In the data that follows, every line containing the word "shadow" should be returned.

-- INPUT DATA follows --

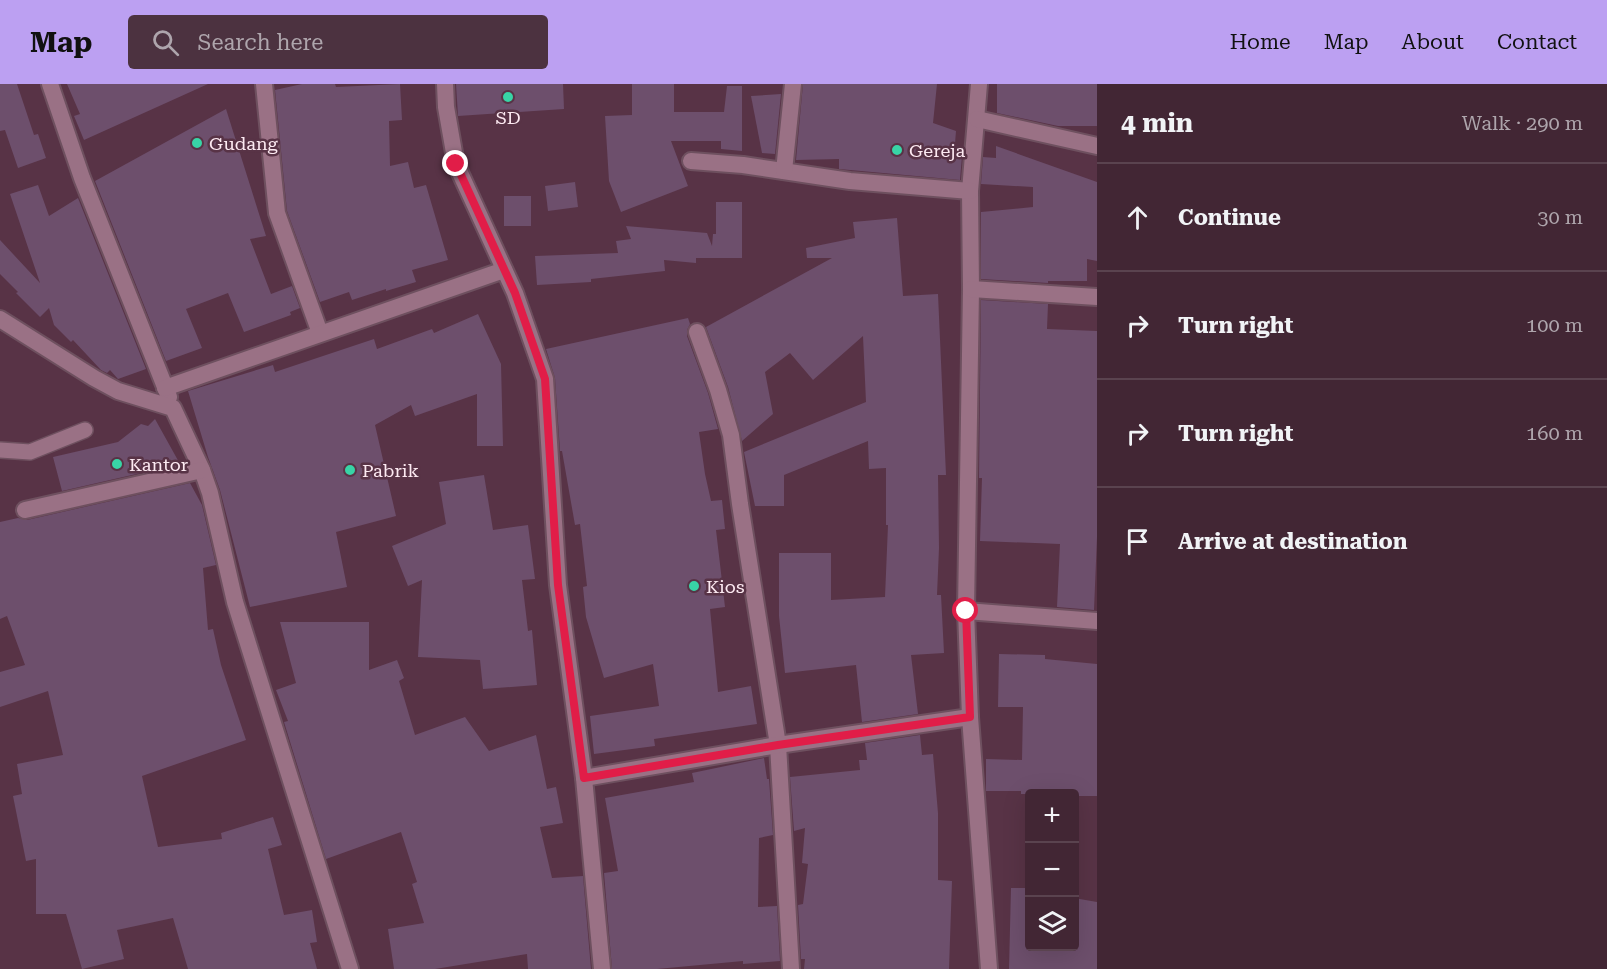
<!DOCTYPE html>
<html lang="en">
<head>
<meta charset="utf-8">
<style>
	body { margin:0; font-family:"Roboto Serif",serif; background:#4c3240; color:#f1f3f6 }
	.controls { position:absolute; right:18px; bottom:18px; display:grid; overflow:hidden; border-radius:6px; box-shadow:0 6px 24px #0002 }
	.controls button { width:54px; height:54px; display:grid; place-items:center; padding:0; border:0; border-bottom:2px solid #5a434f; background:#422634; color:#f1f3f6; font:30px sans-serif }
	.stop { position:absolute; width:18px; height:18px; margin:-14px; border:4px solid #e11d48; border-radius:50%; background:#fff }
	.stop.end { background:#e11d48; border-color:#fff; box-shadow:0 2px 6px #0008 }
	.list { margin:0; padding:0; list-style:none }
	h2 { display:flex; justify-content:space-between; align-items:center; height:78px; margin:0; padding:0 24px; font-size:26px }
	h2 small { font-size:20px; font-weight:400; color:#aea5ac }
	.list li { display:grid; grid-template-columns:39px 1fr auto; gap:18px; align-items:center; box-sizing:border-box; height:108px; padding:0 24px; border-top:2px solid #5a434f }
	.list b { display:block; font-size:22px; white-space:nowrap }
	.list em { font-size:20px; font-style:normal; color:#aea5ac }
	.icon { flex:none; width:33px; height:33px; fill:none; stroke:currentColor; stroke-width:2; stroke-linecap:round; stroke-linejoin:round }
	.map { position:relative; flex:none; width:1097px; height:885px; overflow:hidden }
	header { display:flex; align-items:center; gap:36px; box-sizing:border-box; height:84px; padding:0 30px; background:#bca0f2; color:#111 }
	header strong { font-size:28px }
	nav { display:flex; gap:33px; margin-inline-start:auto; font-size:21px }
	.search { width:420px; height:54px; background:#4c3240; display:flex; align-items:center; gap:15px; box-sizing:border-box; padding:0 21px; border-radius:6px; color:#aea5ac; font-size:22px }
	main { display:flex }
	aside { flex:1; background:#422634 }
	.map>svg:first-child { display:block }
	.building { fill:#6d4f6c }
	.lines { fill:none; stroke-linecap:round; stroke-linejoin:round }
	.service-casing { stroke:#6e505f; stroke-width:18 }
	.minor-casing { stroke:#6e505f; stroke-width:20 }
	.service { stroke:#9a7185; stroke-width:15 }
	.minor { stroke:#9a7185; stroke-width:16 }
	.route { stroke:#e11d48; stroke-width:8 }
	.poi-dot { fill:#38d4a6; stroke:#583346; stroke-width:2 }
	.labels { text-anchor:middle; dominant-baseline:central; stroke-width:5; stroke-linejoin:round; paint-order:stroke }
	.poi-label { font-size:18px; fill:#fdeaf2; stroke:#583346; text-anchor:start }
</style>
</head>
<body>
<header>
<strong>Map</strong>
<div class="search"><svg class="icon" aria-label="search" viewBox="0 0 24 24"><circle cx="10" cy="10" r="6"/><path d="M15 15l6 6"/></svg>Search here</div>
<nav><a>Home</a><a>Map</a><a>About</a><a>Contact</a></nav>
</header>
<main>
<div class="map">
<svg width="1097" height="885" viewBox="0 0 1097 885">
	<rect width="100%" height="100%" fill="#583346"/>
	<!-- building -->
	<g class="building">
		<polygon points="0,0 17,0 34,51 38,50 46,74 18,84 5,46 0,47"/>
		<polygon points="67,0 208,0 84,56 74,32 80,30"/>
		<polygon points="302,0 335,0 336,3 400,0 402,36 389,37 390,82 408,78 414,104 426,101 448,176 412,186 416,198 386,207 386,205 352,216 349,208 320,218 287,127 275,6"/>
		<polygon points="456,0 563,0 564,25 458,32"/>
		<polygon points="632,0 674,0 674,28 724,28 727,2 742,2 742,67 721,65 721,57 671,57 688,102 621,128 609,97 605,32 632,31"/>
		<polygon points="803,0 937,0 933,39 956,47 954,72 962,72 960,96 839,85 839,75 796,76"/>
		<polygon points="997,0 1097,0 1097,42 1058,42 997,29"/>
		<polygon points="781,10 775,70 762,69 751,12"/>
		<polygon points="226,25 266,152 250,155 271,210 292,202 300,224 290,228 291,231 244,248 228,209 186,225 202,264 166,277 95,97"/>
		<polygon points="996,62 1097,98 1097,177 1087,175 1087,197 1048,197 1048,199 981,195 981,128 1033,123 1033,103 981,100 983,73 996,74"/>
		<polygon points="575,98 578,123 548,127 545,102"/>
		<polygon points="38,101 49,132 78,114 146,285 118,295 110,286 107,289 101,286 73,256 71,258 54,241 49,224 40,233 16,209 18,208 0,190 0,156 40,199 10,110"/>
		<rect x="504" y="112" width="27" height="30"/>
		<polygon points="716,118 742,118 742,174 696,174 696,179 664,176 665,187 591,195 591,198 537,201 535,172 618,169 616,157 631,155 626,142 707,149 712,162 713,150 716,150"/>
		<polygon points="897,134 903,212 938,210 946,391 938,391 939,464 937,511 941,511 944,569 911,571 918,630 862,638 856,581 785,589 779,532 779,469 831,469 831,516 885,513 888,441 886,441 886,384 869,385 868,357 784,391 784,422 755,422 744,368 866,318 863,252 813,296 790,269 765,288 773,330 742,357 728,303 706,243 832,174 807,174 806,164 855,154 853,138"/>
		<polygon points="981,216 1048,220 1047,245 1097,247 1097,453 1094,526 1057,523 1060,460 980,457 982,394 979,394"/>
		<polygon points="478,230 501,280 503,362 477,362 477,310 415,332 411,321 375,341 396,432 336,448 347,503 250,523 220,406 208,373 188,307 273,281 275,288 374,255 377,265 432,245 434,249"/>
		<polygon points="688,234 690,240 687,246 687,252 708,309 718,345 699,348 705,390 711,417 722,416 725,445 716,446 725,523 710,525 718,608 751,602 757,640 654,655 655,662 594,670 590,632 659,622 653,580 604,594 586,533 583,503 587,502 580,440 575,441 562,367 560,367 555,294 546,265"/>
		<polygon points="155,335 180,380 62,407 53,373 118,358 141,340 148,342"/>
		<polygon points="484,391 493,446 528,441 535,495 522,496 528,547 532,546 537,601 483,605 480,576 418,573 422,496 408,502 392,462 446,440 439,398"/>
		<polygon points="190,399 202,421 216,481 203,484 208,546 213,545 221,581 246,656 142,692 158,763 222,755 221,749 273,733 282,761 268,765 284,831 312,826 317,858 310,859 317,885 188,885 173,834 117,846 124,875 82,885 66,830 36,830 36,775 26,777 13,712 22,710 17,680 63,671 48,607 0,623 0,588 25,581 7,532 0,535 0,438 18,434 27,436"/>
		<polygon points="280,538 369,538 369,586 397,576 404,594 399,597 415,651 465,633 489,667 536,651 547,705 556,703 563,739 540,743 552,794 583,792 591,885 528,885 527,870 435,885 394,885 388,845 424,839 412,800 417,798 401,748 326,775 284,638 288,637 276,606 296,599"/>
		<polygon points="999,570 1045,571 1045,575 1097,580 1097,712 1074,712 1074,710 1021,710 1021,707 986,707 986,675 1022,676 1023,623 998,623"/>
		<polygon points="920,651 922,671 933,670 938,729 938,796 952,797 949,885 804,885 805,875 801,875 798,821 803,820 808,780 802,779 805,744 794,747 790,693 860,686 859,676 867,676 865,659"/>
		<polygon points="764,674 767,695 769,695 773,751 759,754 758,823 777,822 780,877 743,880 743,877 657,885 612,885 604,789 618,787 605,714 694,698 692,689"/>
		<polygon points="1011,804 1029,804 1029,862 1074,862 1074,814 1097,818 1097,885 1009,885"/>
	</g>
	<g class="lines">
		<defs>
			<polyline id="service" points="0,366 30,368 85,346"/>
			<g id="minor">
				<polyline points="50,0 82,94 169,313"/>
				<polyline points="264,0 277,129 320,249"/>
				<polyline points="445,0 446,23 456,80 515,209 545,295 558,501 584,694 602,885"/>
				<polyline points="979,0 970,107 971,205 966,527 970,633 989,885"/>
				<polyline points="977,35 1097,62"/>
				<polyline points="691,77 743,81 850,97 970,107"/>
				<polyline points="784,87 793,0"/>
				<polyline points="971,205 1097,213"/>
				<polyline points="0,235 94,294 118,307 173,324 202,386 210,409 235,518 350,885"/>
				<polyline points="697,248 718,306 731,351 740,420 778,661 791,885"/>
				<polyline points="165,304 504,186"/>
				<polyline points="25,426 202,386"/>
				<polyline points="966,527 1097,537"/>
				<polyline points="584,694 778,661 970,633"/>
			</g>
		</defs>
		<!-- service casing -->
		<use href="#service" class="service-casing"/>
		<!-- minor casing -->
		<use href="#minor" class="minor-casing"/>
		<!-- service -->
		<use href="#service" class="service"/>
		<!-- minor -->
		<use href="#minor" class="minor"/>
	</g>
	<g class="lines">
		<!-- route -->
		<polyline class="route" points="456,80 515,209 545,295 558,501 584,694 778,661 970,633 966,527"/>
	</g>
	<!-- markers -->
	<g class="poi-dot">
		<circle cx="508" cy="13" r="6"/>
		<circle cx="197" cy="59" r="6"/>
		<circle cx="897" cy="66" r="6"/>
		<circle cx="117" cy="380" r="6"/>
		<circle cx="350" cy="386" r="6"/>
		<circle cx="694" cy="502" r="6"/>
	</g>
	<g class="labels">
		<!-- poi labels -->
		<g class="poi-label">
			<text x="508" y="33" text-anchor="middle">SD</text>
			<text x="209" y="59">Gudang</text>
			<text x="909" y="66">Gereja</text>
			<text x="129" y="380">Kantor</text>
			<text x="362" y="386">Pabrik</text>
			<text x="706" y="502">Kios</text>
		</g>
	</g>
</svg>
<div class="controls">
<button>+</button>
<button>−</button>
<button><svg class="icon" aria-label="layers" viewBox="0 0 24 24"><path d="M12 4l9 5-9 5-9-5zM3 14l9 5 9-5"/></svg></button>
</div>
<div class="stop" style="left:966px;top:527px"></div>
<div class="stop end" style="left:456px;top:80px"></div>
</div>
<aside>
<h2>4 min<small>Walk · 290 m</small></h2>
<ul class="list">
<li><svg class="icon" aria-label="ahead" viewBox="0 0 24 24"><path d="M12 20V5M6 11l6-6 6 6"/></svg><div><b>Continue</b></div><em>30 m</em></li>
<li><svg class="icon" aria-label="right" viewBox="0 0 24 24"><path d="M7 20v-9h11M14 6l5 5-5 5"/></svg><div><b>Turn right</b></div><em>100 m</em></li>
<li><svg class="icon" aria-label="right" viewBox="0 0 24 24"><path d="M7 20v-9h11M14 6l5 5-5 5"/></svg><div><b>Turn right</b></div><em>160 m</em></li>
<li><svg class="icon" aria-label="arrive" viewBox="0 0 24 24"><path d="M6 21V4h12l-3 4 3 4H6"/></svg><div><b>Arrive at destination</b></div></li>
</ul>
</aside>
</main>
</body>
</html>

-- INPUT DATA concluded --

■ **RESULT**
	.controls { position:absolute; right:18px; bottom:18px; display:grid; overflow:hidden; border-radius:6px; box-shadow:0 6px 24px #0002 }
	.stop.end { background:#e11d48; border-color:#fff; box-shadow:0 2px 6px #0008 }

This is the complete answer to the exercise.